Defender hoje utopias, mencioná-las no plural ou singular maiúsculo, quase equivale a contar anedotas ou, passe a redundância, a acreditar que J. Sócrates ou M.F. Leite têm soluções para o país. Enfim, são coisas que se dizem quando a vergonha escasseia.
Salvo melhor estatística, para além de um par de distintos anarcas vilacondenses e um ou outro octogenário, não conheço mais ninguém que se atreva a falar de utopias sem piadas à mistura.
Nem eu deveria fazê-lo, pois até me pagam para confrontar algumas pessoas com realidades desagradáveis. Pior ainda, a minha bagagem está demasiado furada para defender seja que utopia for. Entre os 15 e os 20, passei os olhos por Hegel, Marx, Feuerbach, Proudhon, Bakunin, Kropotkin (bem menos os dois últimos) e lembro-me de ter pensado: «esta malta escreve como se estivesse a ensinar trigonometria».

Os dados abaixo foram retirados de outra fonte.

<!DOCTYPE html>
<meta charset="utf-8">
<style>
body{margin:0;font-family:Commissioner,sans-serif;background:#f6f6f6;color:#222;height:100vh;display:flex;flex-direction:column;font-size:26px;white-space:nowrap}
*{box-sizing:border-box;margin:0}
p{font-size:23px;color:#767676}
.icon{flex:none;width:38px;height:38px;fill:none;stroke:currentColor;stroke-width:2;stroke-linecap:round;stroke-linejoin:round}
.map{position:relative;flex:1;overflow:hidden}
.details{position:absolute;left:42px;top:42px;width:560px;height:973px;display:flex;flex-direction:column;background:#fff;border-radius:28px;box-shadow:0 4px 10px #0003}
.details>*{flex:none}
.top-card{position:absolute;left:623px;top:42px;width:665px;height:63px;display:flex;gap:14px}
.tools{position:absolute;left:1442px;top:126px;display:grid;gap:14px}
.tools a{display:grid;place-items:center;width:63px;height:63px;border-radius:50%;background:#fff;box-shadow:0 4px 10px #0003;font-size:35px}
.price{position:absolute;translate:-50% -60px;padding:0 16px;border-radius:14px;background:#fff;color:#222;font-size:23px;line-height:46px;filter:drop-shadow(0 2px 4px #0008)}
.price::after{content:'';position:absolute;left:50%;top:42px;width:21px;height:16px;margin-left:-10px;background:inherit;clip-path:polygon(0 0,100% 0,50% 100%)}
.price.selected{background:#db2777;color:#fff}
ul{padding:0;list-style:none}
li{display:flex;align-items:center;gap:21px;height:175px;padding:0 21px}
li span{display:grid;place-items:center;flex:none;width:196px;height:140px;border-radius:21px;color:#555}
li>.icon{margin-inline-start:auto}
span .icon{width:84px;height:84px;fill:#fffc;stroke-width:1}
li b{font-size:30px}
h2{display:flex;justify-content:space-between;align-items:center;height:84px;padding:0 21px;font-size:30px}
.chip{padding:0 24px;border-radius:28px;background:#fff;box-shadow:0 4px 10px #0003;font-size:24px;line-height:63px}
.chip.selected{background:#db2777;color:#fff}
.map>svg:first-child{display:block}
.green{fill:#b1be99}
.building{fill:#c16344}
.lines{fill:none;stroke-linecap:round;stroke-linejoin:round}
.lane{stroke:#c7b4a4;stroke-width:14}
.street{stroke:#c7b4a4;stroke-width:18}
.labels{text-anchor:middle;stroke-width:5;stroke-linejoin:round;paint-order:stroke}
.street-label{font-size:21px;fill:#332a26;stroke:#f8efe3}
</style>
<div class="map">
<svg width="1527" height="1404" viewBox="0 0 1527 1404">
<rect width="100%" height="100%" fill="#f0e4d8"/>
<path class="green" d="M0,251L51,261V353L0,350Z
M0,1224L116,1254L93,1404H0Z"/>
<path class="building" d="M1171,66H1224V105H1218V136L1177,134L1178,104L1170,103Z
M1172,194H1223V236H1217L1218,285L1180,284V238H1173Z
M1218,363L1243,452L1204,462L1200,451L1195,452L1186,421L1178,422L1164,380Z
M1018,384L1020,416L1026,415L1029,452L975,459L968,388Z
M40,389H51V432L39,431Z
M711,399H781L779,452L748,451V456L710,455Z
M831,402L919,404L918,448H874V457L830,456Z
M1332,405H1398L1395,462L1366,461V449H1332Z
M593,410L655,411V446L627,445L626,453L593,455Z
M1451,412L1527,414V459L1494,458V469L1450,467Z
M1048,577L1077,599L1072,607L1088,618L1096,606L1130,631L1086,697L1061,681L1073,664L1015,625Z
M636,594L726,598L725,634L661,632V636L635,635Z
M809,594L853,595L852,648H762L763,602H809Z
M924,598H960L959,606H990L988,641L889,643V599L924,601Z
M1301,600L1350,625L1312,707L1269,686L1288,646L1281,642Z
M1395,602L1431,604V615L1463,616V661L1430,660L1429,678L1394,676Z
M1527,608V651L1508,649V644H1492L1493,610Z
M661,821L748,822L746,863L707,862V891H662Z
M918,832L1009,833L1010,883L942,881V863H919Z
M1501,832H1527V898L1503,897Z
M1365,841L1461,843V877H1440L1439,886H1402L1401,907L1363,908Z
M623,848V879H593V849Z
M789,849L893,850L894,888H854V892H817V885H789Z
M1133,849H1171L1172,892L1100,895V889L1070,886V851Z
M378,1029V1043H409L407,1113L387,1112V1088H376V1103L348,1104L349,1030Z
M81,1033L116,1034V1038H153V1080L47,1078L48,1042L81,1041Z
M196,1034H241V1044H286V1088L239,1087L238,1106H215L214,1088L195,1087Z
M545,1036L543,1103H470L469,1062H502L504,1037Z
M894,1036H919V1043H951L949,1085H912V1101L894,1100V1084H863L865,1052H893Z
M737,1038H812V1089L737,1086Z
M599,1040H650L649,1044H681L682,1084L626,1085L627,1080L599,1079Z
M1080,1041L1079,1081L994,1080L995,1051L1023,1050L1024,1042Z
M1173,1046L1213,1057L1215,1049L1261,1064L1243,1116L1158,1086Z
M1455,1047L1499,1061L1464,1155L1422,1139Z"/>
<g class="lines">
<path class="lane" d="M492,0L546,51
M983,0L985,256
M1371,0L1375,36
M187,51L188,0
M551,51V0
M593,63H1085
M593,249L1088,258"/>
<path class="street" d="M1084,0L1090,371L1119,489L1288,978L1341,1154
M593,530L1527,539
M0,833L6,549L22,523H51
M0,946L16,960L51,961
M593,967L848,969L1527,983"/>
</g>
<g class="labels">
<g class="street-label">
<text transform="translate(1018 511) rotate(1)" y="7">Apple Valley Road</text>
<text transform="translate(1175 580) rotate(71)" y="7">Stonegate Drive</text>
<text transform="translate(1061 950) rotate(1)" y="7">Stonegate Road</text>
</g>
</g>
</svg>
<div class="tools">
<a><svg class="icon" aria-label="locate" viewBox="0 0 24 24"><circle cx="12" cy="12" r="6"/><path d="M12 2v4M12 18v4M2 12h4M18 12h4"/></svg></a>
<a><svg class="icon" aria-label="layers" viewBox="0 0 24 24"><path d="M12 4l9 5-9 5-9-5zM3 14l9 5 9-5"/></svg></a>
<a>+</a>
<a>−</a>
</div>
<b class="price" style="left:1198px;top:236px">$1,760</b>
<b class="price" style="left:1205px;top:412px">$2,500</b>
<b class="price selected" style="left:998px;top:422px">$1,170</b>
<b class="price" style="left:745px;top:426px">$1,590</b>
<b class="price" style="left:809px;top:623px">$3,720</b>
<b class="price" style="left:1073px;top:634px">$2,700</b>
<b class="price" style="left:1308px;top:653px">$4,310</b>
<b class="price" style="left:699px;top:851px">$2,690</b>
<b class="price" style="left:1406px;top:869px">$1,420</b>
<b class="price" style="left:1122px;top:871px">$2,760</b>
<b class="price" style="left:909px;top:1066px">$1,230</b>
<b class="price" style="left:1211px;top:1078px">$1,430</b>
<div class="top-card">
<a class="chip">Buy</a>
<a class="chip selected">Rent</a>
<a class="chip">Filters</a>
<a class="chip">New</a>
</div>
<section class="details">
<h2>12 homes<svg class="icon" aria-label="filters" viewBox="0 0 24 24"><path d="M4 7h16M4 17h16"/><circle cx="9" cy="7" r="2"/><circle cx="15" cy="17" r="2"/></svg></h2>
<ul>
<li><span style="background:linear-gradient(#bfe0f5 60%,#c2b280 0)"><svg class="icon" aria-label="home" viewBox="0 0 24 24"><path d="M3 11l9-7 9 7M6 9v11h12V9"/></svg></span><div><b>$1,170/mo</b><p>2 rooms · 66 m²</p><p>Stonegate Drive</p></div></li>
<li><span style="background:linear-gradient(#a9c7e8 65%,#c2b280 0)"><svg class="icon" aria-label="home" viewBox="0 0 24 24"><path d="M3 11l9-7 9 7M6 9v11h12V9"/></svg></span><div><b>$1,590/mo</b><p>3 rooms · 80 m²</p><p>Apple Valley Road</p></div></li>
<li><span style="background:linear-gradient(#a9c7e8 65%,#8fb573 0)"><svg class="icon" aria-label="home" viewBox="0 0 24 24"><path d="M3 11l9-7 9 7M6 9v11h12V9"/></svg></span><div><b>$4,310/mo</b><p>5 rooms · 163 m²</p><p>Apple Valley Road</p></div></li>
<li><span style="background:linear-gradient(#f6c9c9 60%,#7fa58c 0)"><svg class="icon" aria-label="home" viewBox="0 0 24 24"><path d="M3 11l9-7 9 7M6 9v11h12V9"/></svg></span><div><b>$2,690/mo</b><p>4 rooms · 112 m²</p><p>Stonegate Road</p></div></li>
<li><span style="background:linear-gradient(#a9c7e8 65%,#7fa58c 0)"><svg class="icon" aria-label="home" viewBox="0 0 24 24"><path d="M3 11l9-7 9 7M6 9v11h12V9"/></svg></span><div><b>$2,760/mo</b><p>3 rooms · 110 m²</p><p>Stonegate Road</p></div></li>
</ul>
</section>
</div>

As únicas utopias que então conseguia ler até ao fim tinham sido elaboradas por gente como K. Dick, Heinlein, Le Guin, Aldiss, Gromov, Anderson… ena tantos! Chegou a ser deprimente constatar que alguns deles tinham desenhado futuros em que as máquinas iriam providenciar comida e tecto e tudo para todos, mais tempo livre para cada um fazer o que bem entendesse… Adiante.

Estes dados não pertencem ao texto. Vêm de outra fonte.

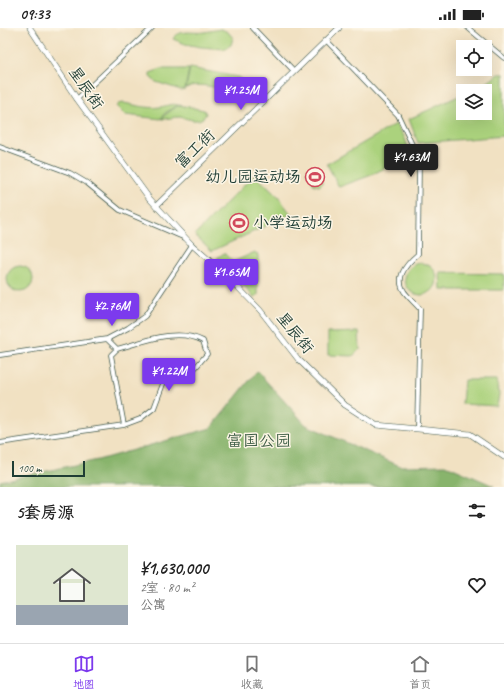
<!DOCTYPE html>
<html lang="zh">
<meta charset="utf-8">
<style>
:root{--surface:#fff;--page:#f6f6f6;--text:#222;--muted:#767676;--line:#e0e0e0;--accent:#7c3aed}
body{margin:0;font-family:Caveat,"LXGW WenKai TC",sans-serif;background:var(--page);color:var(--text);height:100vh;display:flex;flex-direction:column;font-size:15px;white-space:nowrap}
*{box-sizing:border-box;margin:0}
p{font-size:13px;color:var(--muted)}
.icon{flex:none;width:22px;height:22px;fill:none;stroke:currentColor;stroke-width:2;stroke-linecap:round;stroke-linejoin:round}
.map{position:relative;height:459px;overflow:hidden}
.sheet{display:flex;flex-direction:column;background:var(--surface);flex:1}
.sheet>*{flex:none}
.tools{position:absolute;left:456px;top:12px;display:grid;gap:8px}
.tools a{display:grid;place-items:center;width:36px;height:36px;border-radius:0px;background:var(--surface);box-shadow:0 4px 16px #0002;font-size:20px}
.scale{position:absolute;left:12px;bottom:10px;width:73px;box-sizing:border-box;padding-left:4px;border:2px solid #1f3d34;border-top:0;font-size:11px;line-height:14px;white-space:nowrap;color:#1f3d34;-webkit-text-stroke:3px #fcf5e5;paint-order:stroke}
.price{position:absolute;translate:-50% -34px;padding:0 9px;border-radius:4px;background:var(--accent);color:#fff;font-size:13px;line-height:26px;filter:drop-shadow(0 1px 2px #0008)}
.price::after{content:'';position:absolute;left:50%;top:24px;width:12px;height:9px;margin-left:-6px;background:inherit;clip-path:polygon(0 0,100% 0,50% 100%)}
.price.current{background:#222;color:#fff}
ul{padding:0;list-style:none}
li{display:flex;align-items:center;gap:12px;height:100px;padding:0 16px}
li span{display:grid;place-items:center;flex:none;width:112px;height:80px;border-radius:0px;color:#555}
li>.icon{margin-inline-start:auto}
span .icon{width:48px;height:48px;fill:#fffc;stroke-width:1}
li b{font-size:17px}
h2{display:flex;justify-content:space-between;align-items:center;height:48px;padding:0 16px;font-size:17px}
.status{display:flex;justify-content:space-between;align-items:center;height:28px;padding:0 20px;background:var(--surface);direction:ltr}
.status svg{height:11px;fill:currentColor}
.menu{display:flex;justify-content:space-around;align-items:center;height:56px;border-top:1px solid var(--line);background:var(--surface);font-size:11px;color:var(--muted)}
.menu a{display:grid;justify-items:center;gap:2px}
.menu .current{color:var(--accent)}
.map>svg:first-child{display:block}
</style>
<div class="status"><b>09:33</b><svg viewBox="0 0 49 12"><path d="M0 12V9h3v3zM5 12V6h3v6zM10 12V3h3v9zM15 12V0h3v12zM26 1h20v11H26zM47 4h2v5h-2z"/></svg></div>
<div class="map">
<svg width="504" height="459" viewBox="0 0 504 459">
<rect width="100%" height="100%" fill="#fcf5e5"/>
<filter id="ink" filterUnits="userSpaceOnUse"><feTurbulence type="fractalNoise" baseFrequency=".025" numOctaves="2"/><feDisplacementMap in="SourceGraphic" scale="8" xChannelSelector="R" yChannelSelector="G"/><feConvolveMatrix kernelMatrix="1 2 1 2 8 2 1 2 1" color-interpolation-filters="sRGB"/></filter>
<filter id="wash" filterUnits="userSpaceOnUse"><feTurbulence type="fractalNoise" baseFrequency=".012" numOctaves="4" result="noise"/><feDisplacementMap in="SourceGraphic" scale="16" xChannelSelector="R" yChannelSelector="G"/><feGaussianBlur stdDeviation="0.9" result="paint"/><feColorMatrix in="noise" values="0 0 0 0 0 0 0 0 0 0 0 0 0 0 0 0 0 1.4 0 .05"/><feComposite in="paint" operator="in"/></filter>
<g filter="url(#wash)">
<rect width="100%" height="100%" fill="#f1e1c2"/>
<path fill="#abd27d" stroke="#658858" d="M221 1 228 4 233 10 231 17 224 21 201 19 185 16 173 11C180 0 193 6 205 4 210 3 215 2 221 1Z
M190 40 238 49 243 53 242 59C224 67 203 51 186 60Z
M161 41H189L185 61 181 62 156 54 150 49V45Z
M499 46H504V108L418 115 409 91 463 66V85H485V63H469L488 54Z
M124 75C135 77 148 81 160 79 167 78 171 75 178 77L165 85 161 91 125 87 116 78 118 76Z
M179 77 204 82 206 86C200 97 188 90 179 89 173 89 168 91 162 91L166 86Z
M396 96 404 108 411 127 369 148 339 159 327 136Z
M312 138C318 141 323 150 322 156L319 158 314 157 307 144 308 140Z
M253 148 257 149 279 170 291 186 212 223 195 207Z
M255 224 258 227V267L254 269 217 230 224 225 233 234Z
M405 251a16 16 0 1 1 32 0a16 16 0 1 1-32 0Z
M7 251a13 13 0 1 1 26 0a13 13 0 1 1-26 0Z
M440 245 504 246V262H441Z
M359 304 360 321 353 328 328 327V305Z
M464 352H497L499 366 497 378 462 376Z"/>
<path fill="#88b46c" stroke="#547850" d="M257 343 306 397 400 438 446 437 494 458 0 459V453L98 432 211 400Z"/>
</g>
<g filter="url(#ink)">
<g fill="none" stroke-linecap="round" stroke-linejoin="round">
<defs>
<path id="minor" d="M253 0 294 43
M468 0 504 30
M326 12 398 87 417 127 419 133 418 226C405 237 393 252 407 267 411 272 416 276 420 281L417 400
M77 71 152 0
M0 119 70 145 87 155 120 182 185 210
M117 321 111 327 124 397
M0 327 107 311 128 300 145 288 192 217
M0 415 124 397 140 391 154 380 166 348 177 340 196 339 207 326 203 313C176 299 144 314 117 321L107 311"/>
<path id="tertiary" d="M30 0 77 71 149 170 192 217 226 247 260 282 298 331 345 377 376 397 470 406 504 429
M156 178 339 0"/>
</defs>
<use href="#minor" stroke="#3e5649" stroke-width="5.5"/>
<use href="#tertiary" stroke="#3e5649" stroke-width="6"/>
<use href="#minor" stroke="#fff" stroke-width="4"/>
<use href="#tertiary" stroke="#fff" stroke-width="5"/>
</g>
</g>
<defs>
<symbol id="stadium-ring" viewBox="-11 -11 22 22"><circle r="9.5" fill="#fcf5e5" stroke="#d1495b" stroke-width="1.5"/><path d="M0-5a6.5 5 0 1 0 0 10a6.5 5 0 1 0 0-10ZM-3.5-1.8h7v3.6h-7Z" fill="#d1495b"/></symbol>
</defs>
<g fill-rule="evenodd">
<use href="#stadium-ring" x="304" y="138" width="22" height="22"/>
<use href="#stadium-ring" x="228" y="184" width="22" height="22"/>
</g>
<g text-anchor="middle" dominant-baseline="central" stroke-width="3" stroke-linejoin="round" paint-order="stroke">
<g font-size="16" fill="#1f3d34" stroke="#fcf5e5">
<text transform="translate(86 60) rotate(55)">星辰街</text>
<text transform="translate(195 121) rotate(-44)">富工街</text>
<text transform="translate(295 305) rotate(51)">星辰街</text>
</g>
<g font-size="16" fill="#1f3d34" stroke="#fcf5e5" text-anchor="end">
<text x="301" y="149">幼儿园运动场</text>
<text x="253" y="195" text-anchor="start">小学运动场</text>
</g>
<g font-size="16" fill="#3b5b43" stroke="#fcf5e5">
<text x="259" y="413">富国公园</text>
</g>
</g>
</svg>
<div class="tools">
<a><svg class="icon" aria-label="locate" viewBox="0 0 24 24"><circle cx="12" cy="12" r="6"/><path d="M12 2v4M12 18v4M2 12h4M18 12h4"/></svg></a>
<a><svg class="icon" aria-label="layers" viewBox="0 0 24 24"><path d="M12 4l9 5-9 5-9-5zM3 14l9 5 9-5"/></svg></a>
</div>
<div class="scale">100 m</div>
<b class="price" style="left:241px;top:83px">¥1.25M</b>
<b class="price current" style="left:411px;top:150px">¥1.63M</b>
<b class="price" style="left:231px;top:265px">¥1.65M</b>
<b class="price" style="left:112px;top:299px">¥2.76M</b>
<b class="price" style="left:169px;top:364px">¥1.22M</b>
</div>
<section class="sheet">
<h2>5套房源<svg class="icon" aria-label="filters" viewBox="0 0 24 24"><path d="M4 7h16M4 17h16"/><circle cx="9" cy="7" r="2"/><circle cx="15" cy="17" r="2"/></svg></h2>
<ul>
<li><span style="background:linear-gradient(#dfe7d0 75%,#9aa5b1 0)"><svg class="icon" aria-label="home" viewBox="0 0 24 24"><path d="M3 11l9-7 9 7M6 9v11h12V9"/></svg></span><div><b>¥1,630,000</b><p>2室 · 80 m²</p><p>公寓</p></div><svg class="icon" aria-label="heart" viewBox="0 0 24 24"><path d="M12 20l-8-8c-3-5 5-10 8-4 3-6 11-1 8 4z"/></svg></li>
</ul>
</section>
<nav class="menu">
<a class="current"><svg class="icon" aria-label="map" viewBox="0 0 24 24"><path d="M3 6l6-2 6 2 6-2v14l-6 2-6-2-6 2zM9 4v14M15 6v14"/></svg>地图</a>
<a><svg class="icon" aria-label="saved" viewBox="0 0 24 24"><path d="M7 4h10v16l-5-4-5 4z"/></svg>收藏</a>
<a><svg class="icon" aria-label="home" viewBox="0 0 24 24"><path d="M3 11l9-7 9 7M6 9v11h12V9"/></svg>首页</a>
</nav>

Há poucos meses, envolvi-me numa breve troca de comentários que desaguou na utilidade ou não de utopias (i.e. na utilidade do futuro...). É claro que levei logo no trombil com a panela do costume: utopias-que-nem-pensar, porque os gulagues e o sangue, o sangue e os gulagues… aquilo parecia mais uma cabidela do que uma caixa de comentários.
Reside precisamente aqui, creio, o motivo da actual abominação do conceito, lato ou estrito, de utopia. Duas dezenas de sociedades, quase todas com organização e mentalidade tradicionalmente agrárias, trocaram pais-tirano de coroa por pais-tirano com boné militar, e, sem muito mais, foram politizadas e industrializadas à bruta, com o sacrifício de milhões num espaço muito curto de tempo. Onde estava nisto a utopia?
Desgraçadamente, em termos “formais” a principal diferença relativamente ao passado assentou na nacionalização quase total do aparelho produtivo, enquanto as mentalidades não terão mudado por aí além. E, raios, sempre me pareceu que sociedades estatizadas de alto a baixo, que até dizem funcionar melhor em tempo de guerra ou crise profunda, são as que mais longe se encontram da ideia de utopia; da minha ideia dela, pelo menos.
É notório algum romantismo subjacente. Deste lado, sempre vi com melhores olhos as esporádicas revoltas camponesas que de modo espontâneo, sem a intervenção de "vanguardas esclarecidas", aconteceram no sul de Espanha perto do final do séc. 19. Admiração equivalente sobrou para os milhares de marinheiros de Kronstadt, os quais, tendo participado na revolução bolchevique em 1917, foram quase todos abatidos em 1921, quando se sublevaram contra a crescente asfixia centralizadora liderada por Lenine.
Um século após, é necessário que no âmbito da Esquerda actual alguém desenhe uma outra utopia. Por cá, o PC e o BE, com mais ou menos ABS, oferecem travões para a ganância desenfreada dos grandes capitalistas. Mas travões não são utopia. São apetrechos de máquinas. É preciso ir mais além outra vez, pelo menos no plano teórico, pendurando um quadro novo no futuro, um conjunto vasto e coerente de sonhos a que valha a pena aspirar.
O desenho de utopias dessa dimensão precisa de gente que queime muito mais pestanas do que eu. Muitos deles não terão nascido ainda, estou em crer. Por agora, a noção de utopia que me resta é do mais infantil que se possa imaginar - de vez em quando, tropeça-se num objecto, numa ideia qualquer, e pergunta-se: «Esta coisa será mesmo assim? Não parece muito contente com isso. Porque não mudá-la?»